- Curah hujan di Jakarta yang mengandung mikroplastik mengancam kesehatan penduduknya. Meski perlu kajian lebih lanjut, tapi ancaman kesehatan yang serius membuat fenomena ini butuh perhatian khusus.
- Peneliti BRIN Muhammad Reza Cordova, menyebut Beberapa di antaranya berasal dari serat sintetis pakaian, debu kendaraan dan ban, sisa pembakaran sampah plastik, serta degradasi plastik di ruang terbuka.
- Mikroplastik yang terbawa ke udara dan mengontaminasi air hujan buruk bagi kesehatan dan lingkungan. Menurut Reza, mikroplastik di udara memiliki karakteristik sponge bearing, mudah menyerap zat lain di sekitarnya. Artinya, partikel mikroplastik dapat menjadi media pembawa polutan lain, bahkan mikroorganisme atau virus, yang kemudian terhirup manusia.
- Kontaminasi mikroplastik di air hujan tidak hanya terjadi di Jakarta. BRIN tengah melakukan studi lanjutan di 18 kota. Penelitian ini akan berlangsung sampai Juli 2026. Hasil temuan sementara menunjukkan seluruh sampel udara mengandung mikroplastik.
Curah hujan di Jakarta yang mengandung mikroplastik mengancam kesehatan penduduknya. Meski perlu kajian lebih lanjut, tetapi ancaman kesehatan yang serius membuat fenomena ini butuh perhatian khusus.
Sebelumnya, Badan Riset dan Inovasi Nasional (BRIN) mengungkap air hujan di Jakarta mengandung partikel mikroplastik berbahaya mulai dari 3–40 partikel/m² per hari.

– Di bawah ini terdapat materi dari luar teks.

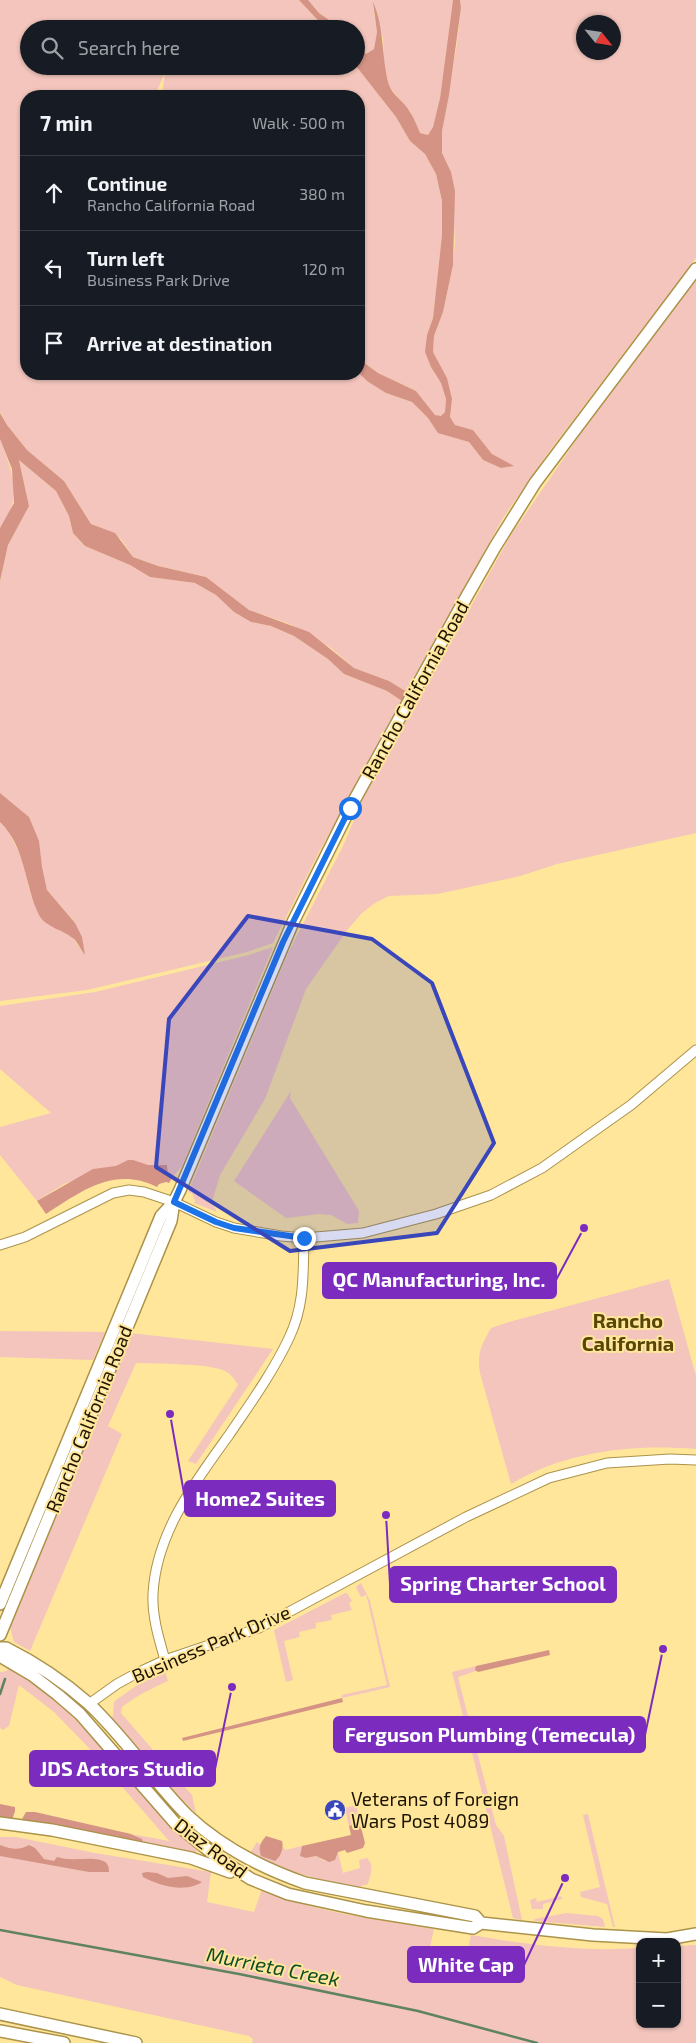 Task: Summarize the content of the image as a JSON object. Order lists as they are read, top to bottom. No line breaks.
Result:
{"streets":{"main road":["Rancho California Road","Diaz Road"],"street":["Business Park Drive"]},"crossings":[["Business Park Drive","Diaz Road"]],"districts":["Rancho California"],"water":["Murrieta Creek"],"places":{"other":["QC Manufacturing, Inc.","Home2 Suites","Spring Charter School","Ferguson Plumbing (Temecula)","JDS Actors Studio","White Cap"],"public building":["Veterans of Foreign Wars Post 4089"]},"north":"bottom right","page":{"search":"Search here","heading":["7 min","Walk · 500 m"],"list":[["Continue","Rancho California Road","380 m"],["Turn left","Business Park Drive","120 m"],"Arrive at destination"],"map_buttons":["+","−"]}} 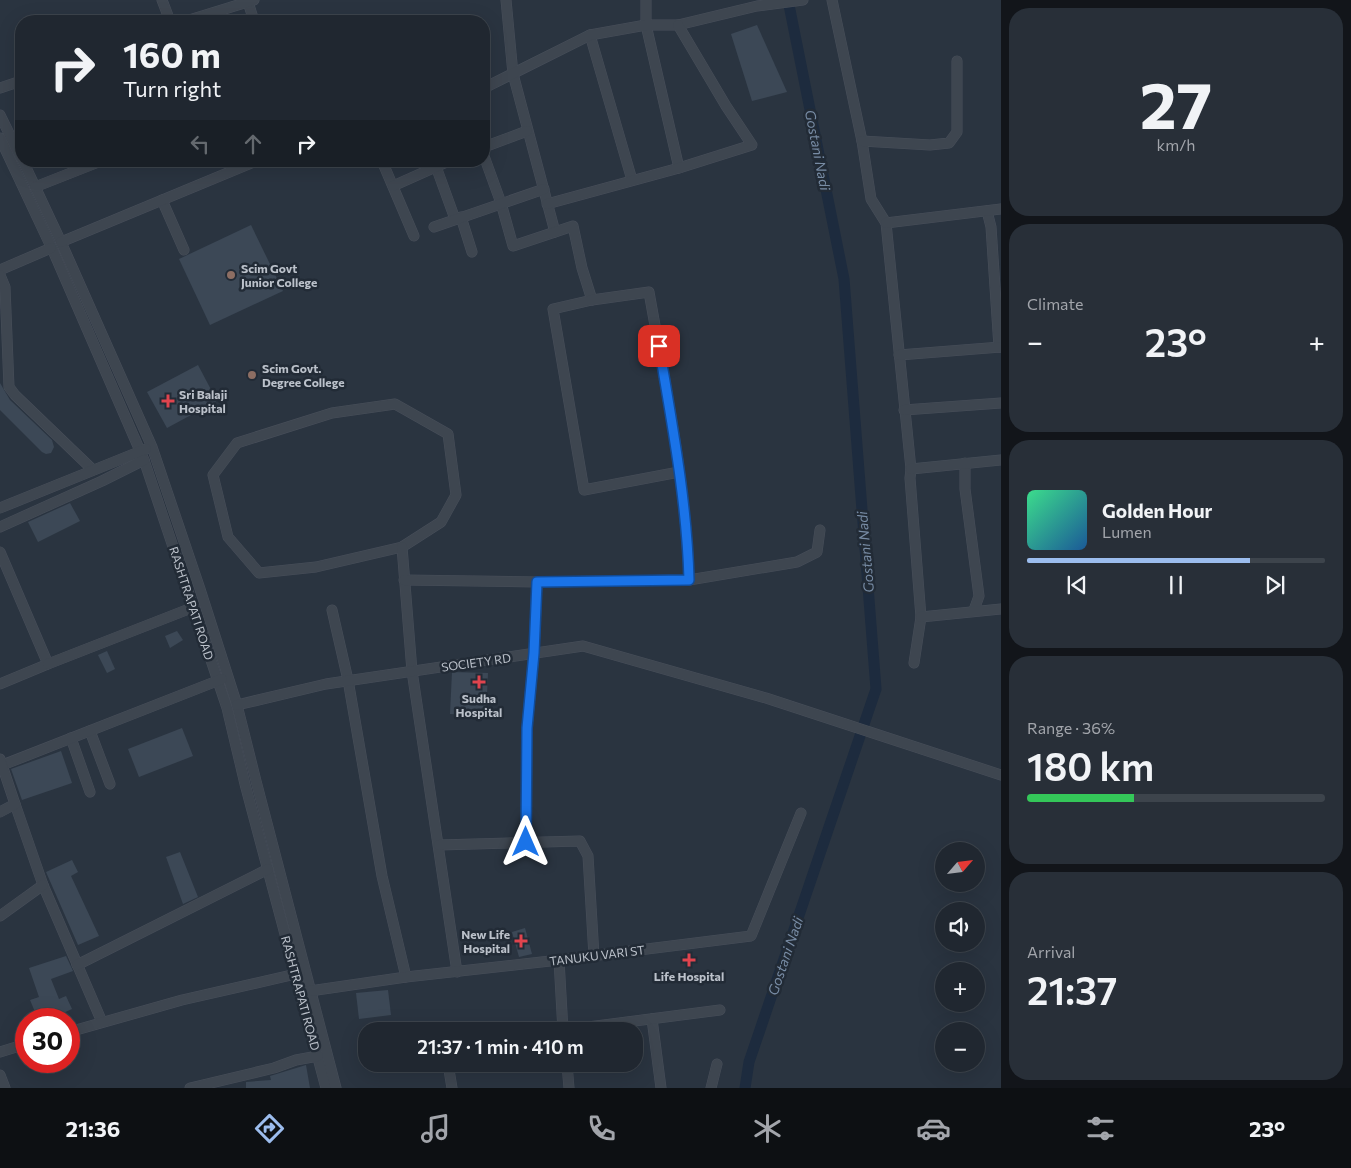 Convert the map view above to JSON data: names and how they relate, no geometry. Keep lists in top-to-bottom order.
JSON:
{
  "streets": {
    "street": ["RASHTRAPATI ROAD", "SOCIETY RD", "TANUKU VARI ST"]
  },
  "crossings": [
    ["RASHTRAPATI ROAD", "SOCIETY RD"],
    ["RASHTRAPATI ROAD", "TANUKU VARI ST"]
  ],
  "water": ["Gostani Nadi"],
  "places": {
    "other": ["Scim Govt Junior College", "Scim Govt. Degree College"],
    "health": [
      "Sri Balaji Hospital",
      "Sudha Hospital",
      "New Life Hospital",
      "Life Hospital"
    ]
  },
  "north": "top right",
  "page": {
    "tile": [
      ["27", "km/h"],
      "Climate",
      ["Range · 36%", "180 km"],
      ["Arrival", "21:37"]
    ],
    "turn": ["160 m", "Turn right"],
    "heat": ["−", "23°", "+"],
    "song": ["Golden Hour", "Lumen"],
    "map_buttons": ["+", "−"],
    "limit": "30",
    "trip": "21:37 · 1 min · 410 m",
    "tabs": ["21:36", "23°"]
  }
} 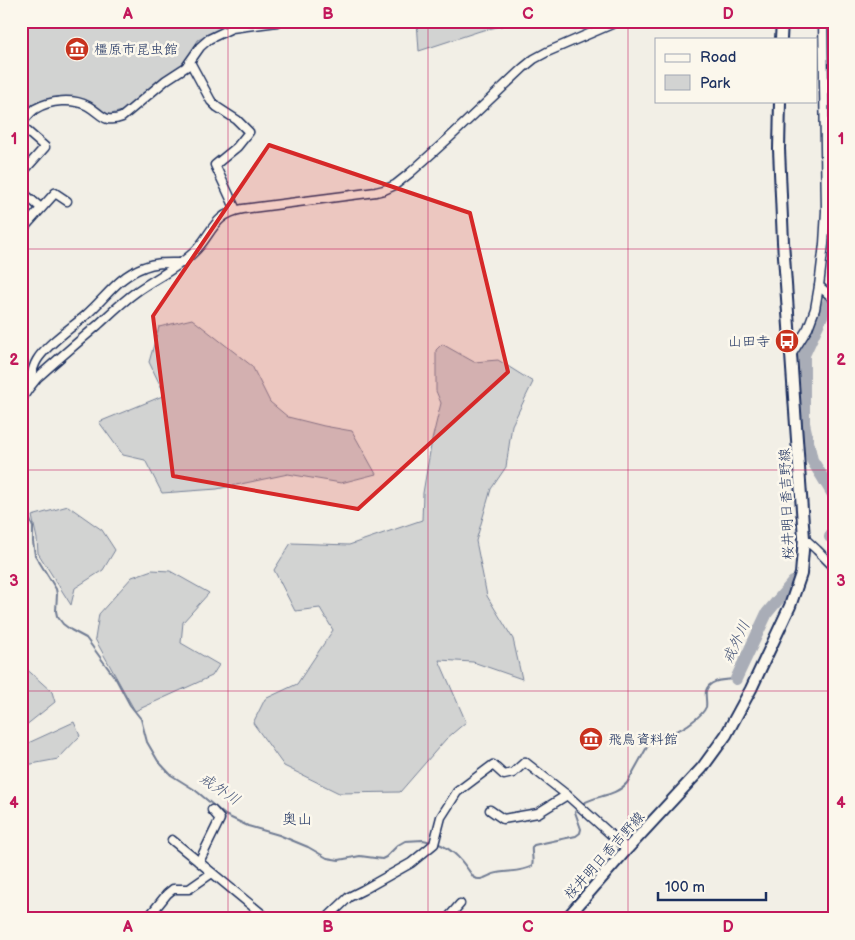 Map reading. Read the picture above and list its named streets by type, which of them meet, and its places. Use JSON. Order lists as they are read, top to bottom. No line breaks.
{"streets":{"main road":["桜井明日香吉野線"]},"districts":["奥山"],"water":["戒外川"],"places":{"museum":["橿原市昆虫館","飛鳥資料館"],"bus stop":["山田寺"]},"legend":["Road","Park"],"scale_bar":"100 m","grid":{"columns":["A","B","C","D"],"rows":["1","2","3","4"]}}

Partikel itu terbentuk dari degradasi limbah plastik yang melayang di udara akibat aktivitas manusia di perkotaan.
Muhammad Reza Cordova, peneliti BRIN menyebut, antara lain berasal dari serat sintetis pakaian, debu kendaraan dan ban, sisa pembakaran sampah plastik, serta degradasi plastik di ruang terbuka.
Mikroplastik yang mereka temukan berbentuk serat sintetis dan fragmen kecil plastik, terutama polimer seperti poliester, nilon, polietilena, polipropilena, hingga polibutadiena dari ban kendaraan.
Ia terangkat ke udara melalui debu jalanan, asap pembakaran, dan aktivitas industri. Mikroplastik kemudian terbawa angin dan turun kembali bersama hujan.
“Proses ini dikenal dengan istilah atmospheric microplastic deposition,” katanya.
Di kawasan pesisir, rata-rata sekitar 15 partikel mikroplastik per meter persegi per hari mereka temukan pada sampel hujan.
Hal ini terjadi lantaran sampah plastik yang sampai di laut, pecahannya dapat naik ke langit terbawa oleh angin dan turun lagi ke bumi lewat hujan.
Menurut dia, gaya hidup urban modern menjadi salah satu penyebab utama meningkatnya mikroplastik di atmosfer. Penggunaan plastik masih masif, sementara manajemen pengelolaan sampahnya belum ideal.
“Sebagian dibakar terbuka atau terbawa air hujan ke sungai,” katanya.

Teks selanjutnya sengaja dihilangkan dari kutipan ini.